- _Assignment_:
Word for word, retype the tail of the data below, starting with the line that has "Map reading. Describe" and including the last line.

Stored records
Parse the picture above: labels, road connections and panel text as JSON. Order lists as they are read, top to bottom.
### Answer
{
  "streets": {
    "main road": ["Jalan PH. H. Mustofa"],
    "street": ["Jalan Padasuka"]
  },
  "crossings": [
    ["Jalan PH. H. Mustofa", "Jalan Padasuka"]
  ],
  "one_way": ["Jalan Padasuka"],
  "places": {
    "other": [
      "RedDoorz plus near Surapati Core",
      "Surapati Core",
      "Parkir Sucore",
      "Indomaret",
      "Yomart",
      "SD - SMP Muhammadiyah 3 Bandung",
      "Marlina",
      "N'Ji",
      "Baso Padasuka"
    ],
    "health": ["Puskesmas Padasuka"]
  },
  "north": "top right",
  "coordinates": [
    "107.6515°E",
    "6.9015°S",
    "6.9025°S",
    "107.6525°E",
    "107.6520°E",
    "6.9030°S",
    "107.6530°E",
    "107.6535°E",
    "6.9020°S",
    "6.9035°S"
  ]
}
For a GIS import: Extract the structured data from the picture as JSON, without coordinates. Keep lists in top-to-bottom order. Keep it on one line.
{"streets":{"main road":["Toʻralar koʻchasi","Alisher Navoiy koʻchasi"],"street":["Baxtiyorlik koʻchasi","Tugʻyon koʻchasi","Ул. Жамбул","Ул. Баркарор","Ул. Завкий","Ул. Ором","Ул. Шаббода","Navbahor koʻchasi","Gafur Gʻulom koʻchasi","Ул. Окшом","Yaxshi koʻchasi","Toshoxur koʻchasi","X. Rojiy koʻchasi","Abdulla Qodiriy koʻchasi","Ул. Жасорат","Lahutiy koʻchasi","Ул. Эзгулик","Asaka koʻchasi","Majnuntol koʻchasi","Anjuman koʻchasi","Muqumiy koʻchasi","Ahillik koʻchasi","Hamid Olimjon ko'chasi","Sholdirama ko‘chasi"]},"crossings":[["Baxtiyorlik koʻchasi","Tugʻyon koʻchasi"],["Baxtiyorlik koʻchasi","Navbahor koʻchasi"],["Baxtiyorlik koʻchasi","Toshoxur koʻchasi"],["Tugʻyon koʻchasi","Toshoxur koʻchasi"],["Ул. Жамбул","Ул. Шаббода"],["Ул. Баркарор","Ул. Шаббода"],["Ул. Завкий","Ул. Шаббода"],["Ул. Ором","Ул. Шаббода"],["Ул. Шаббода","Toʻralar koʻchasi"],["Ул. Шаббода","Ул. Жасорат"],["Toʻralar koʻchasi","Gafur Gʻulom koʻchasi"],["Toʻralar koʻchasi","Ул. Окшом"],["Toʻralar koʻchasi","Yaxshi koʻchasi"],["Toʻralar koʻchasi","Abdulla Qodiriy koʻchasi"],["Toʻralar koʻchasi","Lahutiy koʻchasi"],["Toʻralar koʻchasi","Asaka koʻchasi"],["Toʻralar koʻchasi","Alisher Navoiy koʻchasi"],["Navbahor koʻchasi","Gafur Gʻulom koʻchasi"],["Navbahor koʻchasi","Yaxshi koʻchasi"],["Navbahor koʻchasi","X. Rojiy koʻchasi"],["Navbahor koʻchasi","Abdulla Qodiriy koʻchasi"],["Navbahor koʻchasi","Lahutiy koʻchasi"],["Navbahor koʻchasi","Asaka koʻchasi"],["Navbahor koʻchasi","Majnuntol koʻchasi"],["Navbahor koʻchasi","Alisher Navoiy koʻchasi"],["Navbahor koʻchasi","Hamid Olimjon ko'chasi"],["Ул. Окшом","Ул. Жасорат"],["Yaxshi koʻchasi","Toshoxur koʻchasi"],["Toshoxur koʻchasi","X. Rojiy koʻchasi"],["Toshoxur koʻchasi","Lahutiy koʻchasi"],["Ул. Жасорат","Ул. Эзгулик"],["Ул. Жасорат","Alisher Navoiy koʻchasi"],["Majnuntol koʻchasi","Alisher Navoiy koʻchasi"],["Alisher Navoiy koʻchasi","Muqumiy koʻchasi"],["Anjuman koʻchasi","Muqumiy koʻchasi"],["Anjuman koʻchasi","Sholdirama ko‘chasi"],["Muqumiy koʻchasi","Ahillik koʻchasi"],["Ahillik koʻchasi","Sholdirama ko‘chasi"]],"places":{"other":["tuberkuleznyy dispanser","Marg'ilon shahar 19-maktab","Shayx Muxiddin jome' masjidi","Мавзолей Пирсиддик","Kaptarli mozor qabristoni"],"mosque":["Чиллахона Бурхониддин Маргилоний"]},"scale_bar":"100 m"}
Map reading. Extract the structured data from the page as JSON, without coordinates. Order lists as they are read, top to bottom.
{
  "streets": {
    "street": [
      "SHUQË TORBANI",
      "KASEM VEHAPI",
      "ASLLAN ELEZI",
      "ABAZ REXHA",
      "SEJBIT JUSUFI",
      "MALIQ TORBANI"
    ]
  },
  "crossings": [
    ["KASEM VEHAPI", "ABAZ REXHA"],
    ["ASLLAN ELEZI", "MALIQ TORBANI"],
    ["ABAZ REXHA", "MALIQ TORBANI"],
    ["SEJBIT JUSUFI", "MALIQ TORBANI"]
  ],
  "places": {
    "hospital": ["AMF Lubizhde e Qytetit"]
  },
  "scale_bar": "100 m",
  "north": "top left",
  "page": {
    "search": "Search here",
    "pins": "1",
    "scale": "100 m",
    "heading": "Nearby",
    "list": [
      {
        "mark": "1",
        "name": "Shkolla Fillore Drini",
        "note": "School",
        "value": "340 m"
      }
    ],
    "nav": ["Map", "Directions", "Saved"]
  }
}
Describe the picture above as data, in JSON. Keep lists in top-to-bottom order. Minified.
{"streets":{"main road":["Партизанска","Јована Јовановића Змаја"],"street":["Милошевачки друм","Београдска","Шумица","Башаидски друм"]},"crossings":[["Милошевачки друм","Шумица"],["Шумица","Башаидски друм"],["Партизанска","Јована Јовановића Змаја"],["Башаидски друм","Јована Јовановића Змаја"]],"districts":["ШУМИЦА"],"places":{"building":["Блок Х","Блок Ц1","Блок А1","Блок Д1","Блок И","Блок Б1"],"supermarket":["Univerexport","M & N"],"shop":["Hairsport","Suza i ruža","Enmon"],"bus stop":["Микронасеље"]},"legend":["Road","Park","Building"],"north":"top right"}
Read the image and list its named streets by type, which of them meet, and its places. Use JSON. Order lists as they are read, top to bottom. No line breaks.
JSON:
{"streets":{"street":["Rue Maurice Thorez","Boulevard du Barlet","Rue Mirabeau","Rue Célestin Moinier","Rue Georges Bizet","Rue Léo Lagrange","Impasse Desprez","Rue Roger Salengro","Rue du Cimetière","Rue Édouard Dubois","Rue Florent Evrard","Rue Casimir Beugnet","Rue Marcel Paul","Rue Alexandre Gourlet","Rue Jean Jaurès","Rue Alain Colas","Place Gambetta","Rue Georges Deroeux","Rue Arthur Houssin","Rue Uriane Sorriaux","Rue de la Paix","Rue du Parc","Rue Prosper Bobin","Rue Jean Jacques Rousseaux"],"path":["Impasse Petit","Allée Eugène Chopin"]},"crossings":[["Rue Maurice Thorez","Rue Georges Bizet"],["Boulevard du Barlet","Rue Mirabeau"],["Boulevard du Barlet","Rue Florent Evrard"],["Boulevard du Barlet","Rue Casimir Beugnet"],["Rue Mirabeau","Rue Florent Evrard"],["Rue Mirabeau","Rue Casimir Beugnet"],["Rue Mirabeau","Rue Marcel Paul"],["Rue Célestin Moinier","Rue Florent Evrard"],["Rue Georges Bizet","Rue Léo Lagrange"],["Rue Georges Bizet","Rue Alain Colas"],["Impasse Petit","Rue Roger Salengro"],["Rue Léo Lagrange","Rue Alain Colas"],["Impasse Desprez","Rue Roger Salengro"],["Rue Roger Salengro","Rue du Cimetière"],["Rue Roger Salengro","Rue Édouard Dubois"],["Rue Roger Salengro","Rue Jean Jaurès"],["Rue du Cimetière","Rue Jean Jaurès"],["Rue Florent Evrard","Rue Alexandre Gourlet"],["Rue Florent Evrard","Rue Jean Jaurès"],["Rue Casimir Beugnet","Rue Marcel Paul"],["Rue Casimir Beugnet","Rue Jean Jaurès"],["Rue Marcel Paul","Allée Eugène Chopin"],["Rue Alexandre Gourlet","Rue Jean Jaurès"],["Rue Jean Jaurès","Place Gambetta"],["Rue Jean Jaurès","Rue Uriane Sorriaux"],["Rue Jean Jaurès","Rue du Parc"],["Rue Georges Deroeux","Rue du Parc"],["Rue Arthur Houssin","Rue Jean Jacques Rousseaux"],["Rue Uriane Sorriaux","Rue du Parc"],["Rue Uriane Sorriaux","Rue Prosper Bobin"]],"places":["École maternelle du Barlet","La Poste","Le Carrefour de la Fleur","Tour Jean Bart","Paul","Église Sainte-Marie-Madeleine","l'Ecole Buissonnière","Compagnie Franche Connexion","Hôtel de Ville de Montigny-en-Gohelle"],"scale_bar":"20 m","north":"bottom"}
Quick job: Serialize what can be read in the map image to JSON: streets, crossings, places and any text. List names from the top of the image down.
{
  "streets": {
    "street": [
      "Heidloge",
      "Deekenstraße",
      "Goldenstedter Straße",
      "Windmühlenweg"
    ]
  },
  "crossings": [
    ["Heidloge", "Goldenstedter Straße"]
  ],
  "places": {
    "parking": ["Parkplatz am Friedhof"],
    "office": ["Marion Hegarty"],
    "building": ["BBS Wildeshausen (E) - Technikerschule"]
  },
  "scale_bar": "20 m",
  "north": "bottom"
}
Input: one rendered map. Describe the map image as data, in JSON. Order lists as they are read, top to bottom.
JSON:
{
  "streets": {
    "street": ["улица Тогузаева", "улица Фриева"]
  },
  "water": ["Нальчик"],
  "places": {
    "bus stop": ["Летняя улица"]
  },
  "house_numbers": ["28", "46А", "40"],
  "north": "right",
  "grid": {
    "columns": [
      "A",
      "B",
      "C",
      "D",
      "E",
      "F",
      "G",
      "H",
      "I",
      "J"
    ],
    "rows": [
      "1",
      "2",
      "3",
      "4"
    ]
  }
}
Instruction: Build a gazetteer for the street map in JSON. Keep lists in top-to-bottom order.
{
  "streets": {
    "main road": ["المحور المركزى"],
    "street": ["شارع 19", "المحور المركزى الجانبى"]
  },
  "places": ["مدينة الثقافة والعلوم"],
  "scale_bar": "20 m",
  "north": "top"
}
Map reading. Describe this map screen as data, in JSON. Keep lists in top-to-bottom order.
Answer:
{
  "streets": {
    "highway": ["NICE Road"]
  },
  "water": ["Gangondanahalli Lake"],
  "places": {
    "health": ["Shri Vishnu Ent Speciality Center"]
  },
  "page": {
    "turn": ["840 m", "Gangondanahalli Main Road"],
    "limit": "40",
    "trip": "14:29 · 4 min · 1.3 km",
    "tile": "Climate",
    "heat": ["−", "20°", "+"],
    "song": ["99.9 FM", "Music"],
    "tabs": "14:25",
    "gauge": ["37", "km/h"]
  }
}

- _Written response_:
Map reading. Describe this map screen as data, in JSON. Keep lists in top-to-bottom order.
Answer:
{
  "streets": {
    "highway": ["NICE Road"]
  },
  "water": ["Gangondanahalli Lake"],
  "places": {
    "health": ["Shri Vishnu Ent Speciality Center"]
  },
  "page": {
    "turn": ["840 m", "Gangondanahalli Main Road"],
    "limit": "40",
    "trip": "14:29 · 4 min · 1.3 km",
    "tile": "Climate",
    "heat": ["−", "20°", "+"],
    "song": ["99.9 FM", "Music"],
    "tabs": "14:25",
    "gauge": ["37", "km/h"]
  }
}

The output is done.